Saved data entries
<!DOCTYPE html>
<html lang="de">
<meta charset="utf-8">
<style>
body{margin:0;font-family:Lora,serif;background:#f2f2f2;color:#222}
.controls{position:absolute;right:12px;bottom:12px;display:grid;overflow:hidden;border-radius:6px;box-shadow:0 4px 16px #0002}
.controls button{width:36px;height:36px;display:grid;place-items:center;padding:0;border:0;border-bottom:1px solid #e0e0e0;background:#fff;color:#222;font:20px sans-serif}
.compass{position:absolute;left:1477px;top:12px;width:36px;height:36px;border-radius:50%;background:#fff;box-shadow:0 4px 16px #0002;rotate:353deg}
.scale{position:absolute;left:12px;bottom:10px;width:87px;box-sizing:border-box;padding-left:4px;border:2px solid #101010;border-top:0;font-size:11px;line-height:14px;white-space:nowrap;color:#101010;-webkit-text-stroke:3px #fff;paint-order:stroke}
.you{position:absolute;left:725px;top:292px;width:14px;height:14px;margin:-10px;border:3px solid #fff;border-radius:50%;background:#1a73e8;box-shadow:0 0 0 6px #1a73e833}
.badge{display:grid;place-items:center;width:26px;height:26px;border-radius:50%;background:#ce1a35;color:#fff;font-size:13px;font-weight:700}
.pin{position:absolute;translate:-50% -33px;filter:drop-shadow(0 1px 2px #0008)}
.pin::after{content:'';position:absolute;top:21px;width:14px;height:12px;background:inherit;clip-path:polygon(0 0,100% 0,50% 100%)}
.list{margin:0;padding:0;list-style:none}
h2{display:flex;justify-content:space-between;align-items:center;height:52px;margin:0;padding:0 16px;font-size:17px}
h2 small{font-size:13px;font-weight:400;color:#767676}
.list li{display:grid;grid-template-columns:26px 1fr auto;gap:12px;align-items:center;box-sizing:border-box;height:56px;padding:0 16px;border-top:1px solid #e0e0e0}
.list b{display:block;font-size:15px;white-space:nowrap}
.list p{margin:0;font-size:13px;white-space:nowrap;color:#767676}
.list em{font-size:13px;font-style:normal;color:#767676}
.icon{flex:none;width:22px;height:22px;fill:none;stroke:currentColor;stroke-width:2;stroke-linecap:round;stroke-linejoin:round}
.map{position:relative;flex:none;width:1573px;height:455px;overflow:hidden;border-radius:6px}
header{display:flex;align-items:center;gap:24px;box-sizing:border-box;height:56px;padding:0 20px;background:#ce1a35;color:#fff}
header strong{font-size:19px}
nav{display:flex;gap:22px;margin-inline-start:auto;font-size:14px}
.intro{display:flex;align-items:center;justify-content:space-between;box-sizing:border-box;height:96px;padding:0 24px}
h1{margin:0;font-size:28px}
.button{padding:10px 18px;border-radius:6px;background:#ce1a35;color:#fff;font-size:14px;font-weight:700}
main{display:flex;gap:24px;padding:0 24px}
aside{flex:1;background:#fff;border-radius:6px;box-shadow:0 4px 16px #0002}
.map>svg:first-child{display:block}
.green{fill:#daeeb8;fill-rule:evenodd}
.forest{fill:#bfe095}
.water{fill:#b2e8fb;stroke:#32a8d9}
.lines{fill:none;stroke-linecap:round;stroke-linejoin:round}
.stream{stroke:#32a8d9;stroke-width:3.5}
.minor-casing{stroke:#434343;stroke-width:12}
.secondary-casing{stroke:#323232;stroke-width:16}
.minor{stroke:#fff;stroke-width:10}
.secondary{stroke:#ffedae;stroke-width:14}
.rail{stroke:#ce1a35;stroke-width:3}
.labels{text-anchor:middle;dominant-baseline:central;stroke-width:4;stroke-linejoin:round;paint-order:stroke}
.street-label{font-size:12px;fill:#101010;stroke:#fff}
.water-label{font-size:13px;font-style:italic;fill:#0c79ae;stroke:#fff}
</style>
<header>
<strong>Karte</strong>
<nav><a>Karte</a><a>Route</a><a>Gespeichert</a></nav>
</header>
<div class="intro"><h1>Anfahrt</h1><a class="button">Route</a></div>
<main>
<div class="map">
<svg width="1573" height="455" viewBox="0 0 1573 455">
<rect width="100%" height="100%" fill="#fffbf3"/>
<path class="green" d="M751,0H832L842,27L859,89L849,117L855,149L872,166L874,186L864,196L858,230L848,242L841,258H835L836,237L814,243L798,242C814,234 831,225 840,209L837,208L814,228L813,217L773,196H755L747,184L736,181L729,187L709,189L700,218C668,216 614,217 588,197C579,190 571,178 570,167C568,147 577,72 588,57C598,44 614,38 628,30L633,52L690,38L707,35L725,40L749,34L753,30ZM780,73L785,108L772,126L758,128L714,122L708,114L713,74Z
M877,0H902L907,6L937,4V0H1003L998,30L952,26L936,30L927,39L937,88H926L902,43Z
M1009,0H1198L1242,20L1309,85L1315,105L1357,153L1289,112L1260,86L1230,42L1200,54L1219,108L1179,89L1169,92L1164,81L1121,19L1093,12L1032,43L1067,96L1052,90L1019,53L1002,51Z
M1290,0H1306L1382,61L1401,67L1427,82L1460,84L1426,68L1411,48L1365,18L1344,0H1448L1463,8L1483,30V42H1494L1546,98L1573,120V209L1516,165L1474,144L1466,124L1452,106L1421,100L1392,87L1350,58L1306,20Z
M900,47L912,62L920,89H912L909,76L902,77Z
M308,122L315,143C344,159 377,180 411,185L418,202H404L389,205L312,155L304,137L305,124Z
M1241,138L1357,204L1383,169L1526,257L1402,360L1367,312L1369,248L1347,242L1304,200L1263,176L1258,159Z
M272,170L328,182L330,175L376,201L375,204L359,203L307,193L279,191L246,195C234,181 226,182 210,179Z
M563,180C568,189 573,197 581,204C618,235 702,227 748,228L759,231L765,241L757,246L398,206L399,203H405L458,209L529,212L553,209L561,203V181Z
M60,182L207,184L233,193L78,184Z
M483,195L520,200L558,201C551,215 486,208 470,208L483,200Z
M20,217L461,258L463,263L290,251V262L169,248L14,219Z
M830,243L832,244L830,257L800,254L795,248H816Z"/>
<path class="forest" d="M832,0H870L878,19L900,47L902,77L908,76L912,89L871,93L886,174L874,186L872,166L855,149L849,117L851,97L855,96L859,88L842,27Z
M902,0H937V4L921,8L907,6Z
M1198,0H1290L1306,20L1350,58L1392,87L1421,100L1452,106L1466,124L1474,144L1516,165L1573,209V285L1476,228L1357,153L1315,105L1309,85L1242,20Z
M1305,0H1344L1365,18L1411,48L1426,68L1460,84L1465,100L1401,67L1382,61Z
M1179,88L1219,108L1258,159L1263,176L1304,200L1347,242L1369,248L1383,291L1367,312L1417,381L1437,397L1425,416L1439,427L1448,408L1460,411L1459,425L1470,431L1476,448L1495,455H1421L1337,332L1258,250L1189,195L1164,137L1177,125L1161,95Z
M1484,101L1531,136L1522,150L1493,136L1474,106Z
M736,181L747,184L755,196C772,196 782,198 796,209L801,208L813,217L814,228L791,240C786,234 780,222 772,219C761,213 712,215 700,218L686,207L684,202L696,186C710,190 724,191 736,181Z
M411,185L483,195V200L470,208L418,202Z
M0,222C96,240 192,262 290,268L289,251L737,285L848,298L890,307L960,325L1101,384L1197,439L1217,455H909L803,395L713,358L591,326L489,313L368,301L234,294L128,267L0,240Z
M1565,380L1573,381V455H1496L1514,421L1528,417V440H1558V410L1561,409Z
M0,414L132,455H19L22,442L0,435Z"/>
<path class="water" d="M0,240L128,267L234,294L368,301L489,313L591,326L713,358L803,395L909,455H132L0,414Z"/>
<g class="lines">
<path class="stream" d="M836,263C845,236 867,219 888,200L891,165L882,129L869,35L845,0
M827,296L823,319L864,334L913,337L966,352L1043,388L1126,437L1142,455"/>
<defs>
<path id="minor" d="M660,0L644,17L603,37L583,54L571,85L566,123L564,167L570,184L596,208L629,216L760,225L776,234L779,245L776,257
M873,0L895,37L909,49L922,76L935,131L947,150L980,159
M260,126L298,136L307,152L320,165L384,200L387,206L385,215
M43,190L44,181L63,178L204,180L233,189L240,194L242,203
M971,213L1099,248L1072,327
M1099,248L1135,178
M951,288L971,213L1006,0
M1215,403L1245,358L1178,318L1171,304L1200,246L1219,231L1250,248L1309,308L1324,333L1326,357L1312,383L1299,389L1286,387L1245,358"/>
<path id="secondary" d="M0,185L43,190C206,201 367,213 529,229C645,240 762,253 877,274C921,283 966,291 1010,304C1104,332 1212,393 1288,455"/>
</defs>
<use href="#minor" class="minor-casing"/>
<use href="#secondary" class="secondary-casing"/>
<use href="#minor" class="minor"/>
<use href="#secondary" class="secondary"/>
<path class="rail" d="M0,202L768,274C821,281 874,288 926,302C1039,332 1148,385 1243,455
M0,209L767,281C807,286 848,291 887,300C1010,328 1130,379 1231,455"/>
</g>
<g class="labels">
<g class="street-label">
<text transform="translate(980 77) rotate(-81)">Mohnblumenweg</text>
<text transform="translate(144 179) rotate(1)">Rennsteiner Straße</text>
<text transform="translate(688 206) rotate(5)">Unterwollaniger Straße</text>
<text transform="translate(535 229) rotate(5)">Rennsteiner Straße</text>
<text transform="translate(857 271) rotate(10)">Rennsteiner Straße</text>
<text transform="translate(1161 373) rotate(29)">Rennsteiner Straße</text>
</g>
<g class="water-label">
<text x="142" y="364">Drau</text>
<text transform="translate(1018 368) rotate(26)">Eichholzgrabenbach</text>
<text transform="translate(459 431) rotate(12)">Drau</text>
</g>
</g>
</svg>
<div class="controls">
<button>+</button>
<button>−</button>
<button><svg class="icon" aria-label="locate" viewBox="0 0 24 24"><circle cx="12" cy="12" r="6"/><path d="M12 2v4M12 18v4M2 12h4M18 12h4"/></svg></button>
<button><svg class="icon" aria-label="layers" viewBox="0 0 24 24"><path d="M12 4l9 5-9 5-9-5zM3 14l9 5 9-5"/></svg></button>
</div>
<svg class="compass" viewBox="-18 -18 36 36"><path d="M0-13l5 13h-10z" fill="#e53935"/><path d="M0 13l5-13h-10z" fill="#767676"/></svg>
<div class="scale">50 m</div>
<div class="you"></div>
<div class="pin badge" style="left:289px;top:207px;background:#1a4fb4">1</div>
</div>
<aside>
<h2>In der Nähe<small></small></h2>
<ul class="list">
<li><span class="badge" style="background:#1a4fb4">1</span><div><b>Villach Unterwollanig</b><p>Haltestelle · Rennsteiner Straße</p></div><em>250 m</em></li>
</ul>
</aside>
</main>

▸ **ABOUT THIS EXERCISE**
Where the word "list" appears in a line of the entries, copy that line.

▸ **OUTPUT OF THE TASK**
.list{margin:0;padding:0;list-style:none}
.list li{display:grid;grid-template-columns:26px 1fr auto;gap:12px;align-items:center;box-sizing:border-box;height:56px;padding:0 16px;border-top:1px solid #e0e0e0}
.list b{display:block;font-size:15px;white-space:nowrap}
.list p{margin:0;font-size:13px;white-space:nowrap;color:#767676}
.list em{font-size:13px;font-style:normal;color:#767676}
<ul class="list">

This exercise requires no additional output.